--- TASK TO CARRY OUT ---
Write out exactly the lines below that run from the one containing "M494,688L576,772" through the one containing "M1975,1091L1971,1078L1973,1032L1966,992L1974,969L1997,942", both included, with no other lines.

§ §

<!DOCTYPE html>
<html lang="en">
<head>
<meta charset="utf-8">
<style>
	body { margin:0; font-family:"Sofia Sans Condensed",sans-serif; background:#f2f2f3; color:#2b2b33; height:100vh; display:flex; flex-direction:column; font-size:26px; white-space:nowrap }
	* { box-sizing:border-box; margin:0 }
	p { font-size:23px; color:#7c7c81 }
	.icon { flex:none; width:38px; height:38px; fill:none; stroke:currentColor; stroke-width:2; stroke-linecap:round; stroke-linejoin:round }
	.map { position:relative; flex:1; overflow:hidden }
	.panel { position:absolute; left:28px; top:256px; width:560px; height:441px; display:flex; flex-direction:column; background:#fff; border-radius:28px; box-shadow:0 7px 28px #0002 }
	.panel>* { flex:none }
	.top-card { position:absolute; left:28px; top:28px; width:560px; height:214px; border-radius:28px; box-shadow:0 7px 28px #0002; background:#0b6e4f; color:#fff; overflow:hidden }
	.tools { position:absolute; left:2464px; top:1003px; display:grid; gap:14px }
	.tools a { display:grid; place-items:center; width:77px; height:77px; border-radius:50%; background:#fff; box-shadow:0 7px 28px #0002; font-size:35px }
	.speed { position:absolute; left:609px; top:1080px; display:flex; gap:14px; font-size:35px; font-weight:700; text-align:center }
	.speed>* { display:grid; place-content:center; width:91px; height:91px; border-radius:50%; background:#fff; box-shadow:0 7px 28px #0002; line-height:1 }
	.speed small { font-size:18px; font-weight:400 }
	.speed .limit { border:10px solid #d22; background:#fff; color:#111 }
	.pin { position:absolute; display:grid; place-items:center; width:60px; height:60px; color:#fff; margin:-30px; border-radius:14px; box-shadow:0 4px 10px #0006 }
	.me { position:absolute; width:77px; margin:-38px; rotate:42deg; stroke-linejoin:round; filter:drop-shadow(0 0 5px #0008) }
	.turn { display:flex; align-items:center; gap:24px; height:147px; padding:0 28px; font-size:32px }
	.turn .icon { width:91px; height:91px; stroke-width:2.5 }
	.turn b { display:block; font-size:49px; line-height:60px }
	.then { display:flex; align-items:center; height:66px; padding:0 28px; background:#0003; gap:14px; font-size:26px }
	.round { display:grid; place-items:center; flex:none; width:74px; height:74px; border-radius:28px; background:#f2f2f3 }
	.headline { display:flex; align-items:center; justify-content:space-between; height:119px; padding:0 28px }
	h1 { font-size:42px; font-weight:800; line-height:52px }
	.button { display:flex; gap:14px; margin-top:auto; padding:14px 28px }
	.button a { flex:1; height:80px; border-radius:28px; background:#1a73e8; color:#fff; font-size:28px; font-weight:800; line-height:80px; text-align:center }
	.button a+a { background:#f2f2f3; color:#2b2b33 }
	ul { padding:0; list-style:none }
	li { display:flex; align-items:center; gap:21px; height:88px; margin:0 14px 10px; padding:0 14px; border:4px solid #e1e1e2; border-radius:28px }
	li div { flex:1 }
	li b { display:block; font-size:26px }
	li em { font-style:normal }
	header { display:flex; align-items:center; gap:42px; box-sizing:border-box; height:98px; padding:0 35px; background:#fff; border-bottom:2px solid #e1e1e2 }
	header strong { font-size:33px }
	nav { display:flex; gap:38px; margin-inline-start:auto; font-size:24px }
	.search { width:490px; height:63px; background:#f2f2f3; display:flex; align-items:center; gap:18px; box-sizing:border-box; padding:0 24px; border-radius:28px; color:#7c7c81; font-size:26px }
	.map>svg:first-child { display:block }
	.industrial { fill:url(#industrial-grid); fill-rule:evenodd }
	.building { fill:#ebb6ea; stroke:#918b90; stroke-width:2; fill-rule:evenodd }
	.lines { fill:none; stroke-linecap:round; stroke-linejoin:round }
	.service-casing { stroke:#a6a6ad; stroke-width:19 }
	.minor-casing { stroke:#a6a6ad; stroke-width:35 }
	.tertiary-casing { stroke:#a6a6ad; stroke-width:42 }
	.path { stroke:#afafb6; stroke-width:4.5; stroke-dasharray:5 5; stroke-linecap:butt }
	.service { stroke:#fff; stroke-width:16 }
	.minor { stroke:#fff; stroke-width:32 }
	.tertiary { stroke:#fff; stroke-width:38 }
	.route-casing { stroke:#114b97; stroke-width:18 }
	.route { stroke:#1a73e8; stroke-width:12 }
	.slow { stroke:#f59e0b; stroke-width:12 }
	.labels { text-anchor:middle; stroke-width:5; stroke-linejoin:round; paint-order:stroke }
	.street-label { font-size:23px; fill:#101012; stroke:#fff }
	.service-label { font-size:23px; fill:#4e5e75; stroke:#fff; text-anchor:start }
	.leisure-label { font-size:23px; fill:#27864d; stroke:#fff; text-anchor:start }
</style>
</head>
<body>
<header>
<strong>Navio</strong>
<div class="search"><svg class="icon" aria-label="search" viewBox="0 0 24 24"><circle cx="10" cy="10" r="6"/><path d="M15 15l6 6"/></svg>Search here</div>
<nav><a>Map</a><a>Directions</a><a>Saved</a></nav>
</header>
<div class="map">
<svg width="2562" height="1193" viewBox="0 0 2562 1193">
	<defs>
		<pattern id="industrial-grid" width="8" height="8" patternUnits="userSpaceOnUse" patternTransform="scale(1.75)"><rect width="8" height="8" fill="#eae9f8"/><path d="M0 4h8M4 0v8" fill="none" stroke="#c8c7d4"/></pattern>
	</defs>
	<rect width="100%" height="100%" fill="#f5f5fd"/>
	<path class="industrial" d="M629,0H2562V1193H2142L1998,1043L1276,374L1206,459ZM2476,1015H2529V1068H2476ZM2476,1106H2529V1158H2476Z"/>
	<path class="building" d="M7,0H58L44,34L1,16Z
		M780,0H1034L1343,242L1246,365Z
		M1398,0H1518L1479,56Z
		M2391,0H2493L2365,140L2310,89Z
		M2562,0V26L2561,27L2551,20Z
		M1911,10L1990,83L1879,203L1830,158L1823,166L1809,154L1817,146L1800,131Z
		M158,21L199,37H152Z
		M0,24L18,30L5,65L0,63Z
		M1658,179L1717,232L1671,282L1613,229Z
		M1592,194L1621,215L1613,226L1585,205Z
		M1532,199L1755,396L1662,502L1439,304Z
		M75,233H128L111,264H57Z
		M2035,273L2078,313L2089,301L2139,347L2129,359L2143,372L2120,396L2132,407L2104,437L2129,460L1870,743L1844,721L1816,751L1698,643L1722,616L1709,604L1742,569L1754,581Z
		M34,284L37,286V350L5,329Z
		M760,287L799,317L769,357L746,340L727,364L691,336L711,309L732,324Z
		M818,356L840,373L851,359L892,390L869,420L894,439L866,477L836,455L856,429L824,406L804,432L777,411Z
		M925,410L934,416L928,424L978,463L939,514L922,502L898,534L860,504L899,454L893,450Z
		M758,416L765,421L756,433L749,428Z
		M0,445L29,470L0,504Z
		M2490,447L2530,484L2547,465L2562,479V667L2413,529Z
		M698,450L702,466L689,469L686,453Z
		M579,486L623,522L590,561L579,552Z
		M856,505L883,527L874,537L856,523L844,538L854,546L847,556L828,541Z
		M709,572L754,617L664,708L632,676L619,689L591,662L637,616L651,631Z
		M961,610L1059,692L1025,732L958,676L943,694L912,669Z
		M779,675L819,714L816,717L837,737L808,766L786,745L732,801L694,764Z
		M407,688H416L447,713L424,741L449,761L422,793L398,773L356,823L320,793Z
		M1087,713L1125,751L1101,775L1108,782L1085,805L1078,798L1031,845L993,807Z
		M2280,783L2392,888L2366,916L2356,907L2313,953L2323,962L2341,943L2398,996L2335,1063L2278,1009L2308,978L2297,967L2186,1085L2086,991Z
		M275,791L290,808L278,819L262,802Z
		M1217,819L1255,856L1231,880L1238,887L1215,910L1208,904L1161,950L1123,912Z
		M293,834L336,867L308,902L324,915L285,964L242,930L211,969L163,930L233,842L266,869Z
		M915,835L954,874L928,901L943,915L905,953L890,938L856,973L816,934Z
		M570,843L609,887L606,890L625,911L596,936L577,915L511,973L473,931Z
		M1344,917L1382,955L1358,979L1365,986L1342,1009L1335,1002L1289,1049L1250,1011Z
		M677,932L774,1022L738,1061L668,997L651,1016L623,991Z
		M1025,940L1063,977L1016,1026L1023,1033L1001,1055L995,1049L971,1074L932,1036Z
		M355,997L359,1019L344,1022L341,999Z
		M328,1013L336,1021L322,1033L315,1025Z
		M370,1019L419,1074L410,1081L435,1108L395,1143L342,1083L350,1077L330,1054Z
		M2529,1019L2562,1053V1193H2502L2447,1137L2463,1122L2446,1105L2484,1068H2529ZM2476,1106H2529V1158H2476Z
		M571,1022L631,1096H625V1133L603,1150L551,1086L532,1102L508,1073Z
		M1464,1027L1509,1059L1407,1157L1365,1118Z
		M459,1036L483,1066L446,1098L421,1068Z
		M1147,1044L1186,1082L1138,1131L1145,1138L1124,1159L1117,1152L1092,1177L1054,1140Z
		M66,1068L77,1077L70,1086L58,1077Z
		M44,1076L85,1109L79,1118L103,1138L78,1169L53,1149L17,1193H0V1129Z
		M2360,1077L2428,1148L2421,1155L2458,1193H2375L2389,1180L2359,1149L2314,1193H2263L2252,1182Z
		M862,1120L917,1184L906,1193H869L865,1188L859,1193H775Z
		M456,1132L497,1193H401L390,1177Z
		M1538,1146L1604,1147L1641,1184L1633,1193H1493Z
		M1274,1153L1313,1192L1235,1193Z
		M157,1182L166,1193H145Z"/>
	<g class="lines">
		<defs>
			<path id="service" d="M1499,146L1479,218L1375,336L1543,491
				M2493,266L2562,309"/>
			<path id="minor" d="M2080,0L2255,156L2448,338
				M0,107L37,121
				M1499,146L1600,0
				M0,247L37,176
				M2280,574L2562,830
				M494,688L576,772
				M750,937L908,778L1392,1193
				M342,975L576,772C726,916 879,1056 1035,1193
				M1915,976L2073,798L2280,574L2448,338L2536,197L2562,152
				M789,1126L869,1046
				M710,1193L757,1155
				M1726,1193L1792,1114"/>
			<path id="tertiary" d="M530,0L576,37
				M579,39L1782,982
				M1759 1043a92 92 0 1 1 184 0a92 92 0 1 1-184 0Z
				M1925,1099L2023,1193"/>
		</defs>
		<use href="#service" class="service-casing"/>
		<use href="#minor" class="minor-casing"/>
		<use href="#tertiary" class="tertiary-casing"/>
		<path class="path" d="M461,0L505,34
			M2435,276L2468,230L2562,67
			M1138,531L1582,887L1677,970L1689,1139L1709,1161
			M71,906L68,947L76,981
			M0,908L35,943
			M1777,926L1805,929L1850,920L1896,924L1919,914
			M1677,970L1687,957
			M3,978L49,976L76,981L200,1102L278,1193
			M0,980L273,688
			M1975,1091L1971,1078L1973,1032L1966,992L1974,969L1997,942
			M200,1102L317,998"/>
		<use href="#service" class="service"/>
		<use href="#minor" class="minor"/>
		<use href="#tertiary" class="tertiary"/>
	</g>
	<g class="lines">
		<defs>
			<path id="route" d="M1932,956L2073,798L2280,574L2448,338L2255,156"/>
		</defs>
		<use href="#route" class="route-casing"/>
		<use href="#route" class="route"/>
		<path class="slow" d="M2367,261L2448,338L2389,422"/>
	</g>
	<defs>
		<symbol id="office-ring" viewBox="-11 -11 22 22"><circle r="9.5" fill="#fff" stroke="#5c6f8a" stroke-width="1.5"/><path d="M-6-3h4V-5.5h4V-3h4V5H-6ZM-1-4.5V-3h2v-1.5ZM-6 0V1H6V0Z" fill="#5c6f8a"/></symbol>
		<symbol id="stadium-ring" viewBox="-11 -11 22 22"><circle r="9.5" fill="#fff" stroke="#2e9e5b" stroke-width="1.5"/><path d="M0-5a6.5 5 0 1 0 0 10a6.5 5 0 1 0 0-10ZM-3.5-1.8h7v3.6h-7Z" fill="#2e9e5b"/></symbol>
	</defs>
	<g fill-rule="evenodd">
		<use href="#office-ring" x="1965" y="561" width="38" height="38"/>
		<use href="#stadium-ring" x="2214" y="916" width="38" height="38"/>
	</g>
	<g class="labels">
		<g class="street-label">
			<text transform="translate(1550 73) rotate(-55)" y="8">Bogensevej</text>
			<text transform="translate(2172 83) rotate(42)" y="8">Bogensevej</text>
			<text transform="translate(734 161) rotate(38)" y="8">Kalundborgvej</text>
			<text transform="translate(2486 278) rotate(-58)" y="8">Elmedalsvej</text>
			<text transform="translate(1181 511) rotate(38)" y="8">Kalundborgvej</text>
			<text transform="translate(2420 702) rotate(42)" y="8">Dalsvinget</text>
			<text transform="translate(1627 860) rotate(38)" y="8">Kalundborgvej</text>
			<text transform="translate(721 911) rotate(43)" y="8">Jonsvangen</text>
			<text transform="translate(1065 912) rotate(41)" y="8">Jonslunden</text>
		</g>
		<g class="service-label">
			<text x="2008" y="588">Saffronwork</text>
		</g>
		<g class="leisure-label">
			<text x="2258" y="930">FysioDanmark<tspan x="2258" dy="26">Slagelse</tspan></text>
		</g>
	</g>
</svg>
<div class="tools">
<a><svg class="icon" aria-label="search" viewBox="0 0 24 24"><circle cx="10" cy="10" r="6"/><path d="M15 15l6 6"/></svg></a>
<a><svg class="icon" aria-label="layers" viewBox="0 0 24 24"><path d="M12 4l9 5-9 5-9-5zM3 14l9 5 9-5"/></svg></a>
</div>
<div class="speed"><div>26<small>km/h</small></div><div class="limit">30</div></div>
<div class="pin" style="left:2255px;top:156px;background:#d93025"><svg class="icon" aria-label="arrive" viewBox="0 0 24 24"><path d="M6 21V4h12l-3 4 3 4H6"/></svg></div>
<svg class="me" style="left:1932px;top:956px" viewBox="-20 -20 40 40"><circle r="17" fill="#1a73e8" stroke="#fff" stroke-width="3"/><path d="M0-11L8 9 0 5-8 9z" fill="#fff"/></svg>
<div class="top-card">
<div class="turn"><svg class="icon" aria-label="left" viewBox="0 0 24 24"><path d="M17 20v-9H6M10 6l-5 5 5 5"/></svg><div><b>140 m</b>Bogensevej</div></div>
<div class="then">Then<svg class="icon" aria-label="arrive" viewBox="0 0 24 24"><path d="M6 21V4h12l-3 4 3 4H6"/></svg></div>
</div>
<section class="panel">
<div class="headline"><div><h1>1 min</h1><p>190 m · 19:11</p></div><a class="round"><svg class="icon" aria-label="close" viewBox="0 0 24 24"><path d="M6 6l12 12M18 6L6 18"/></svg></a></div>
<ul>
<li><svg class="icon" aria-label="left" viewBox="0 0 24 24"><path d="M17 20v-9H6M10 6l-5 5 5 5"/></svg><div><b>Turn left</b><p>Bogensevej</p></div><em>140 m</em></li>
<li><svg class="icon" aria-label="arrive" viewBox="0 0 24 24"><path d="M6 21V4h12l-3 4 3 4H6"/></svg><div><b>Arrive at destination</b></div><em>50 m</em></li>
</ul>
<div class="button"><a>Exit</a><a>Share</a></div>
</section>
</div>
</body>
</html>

§ §

--- EXERCISE ANSWER ---
				M494,688L576,772
				M750,937L908,778L1392,1193
				M342,975L576,772C726,916 879,1056 1035,1193
				M1915,976L2073,798L2280,574L2448,338L2536,197L2562,152
				M789,1126L869,1046
				M710,1193L757,1155
				M1726,1193L1792,1114"/>
			<path id="tertiary" d="M530,0L576,37
				M579,39L1782,982
				M1759 1043a92 92 0 1 1 184 0a92 92 0 1 1-184 0Z
				M1925,1099L2023,1193"/>
		</defs>
		<use href="#service" class="service-casing"/>
		<use href="#minor" class="minor-casing"/>
		<use href="#tertiary" class="tertiary-casing"/>
		<path class="path" d="M461,0L505,34
			M2435,276L2468,230L2562,67
			M1138,531L1582,887L1677,970L1689,1139L1709,1161
			M71,906L68,947L76,981
			M0,908L35,943
			M1777,926L1805,929L1850,920L1896,924L1919,914
			M1677,970L1687,957
			M3,978L49,976L76,981L200,1102L278,1193
			M0,980L273,688
			M1975,1091L1971,1078L1973,1032L1966,992L1974,969L1997,942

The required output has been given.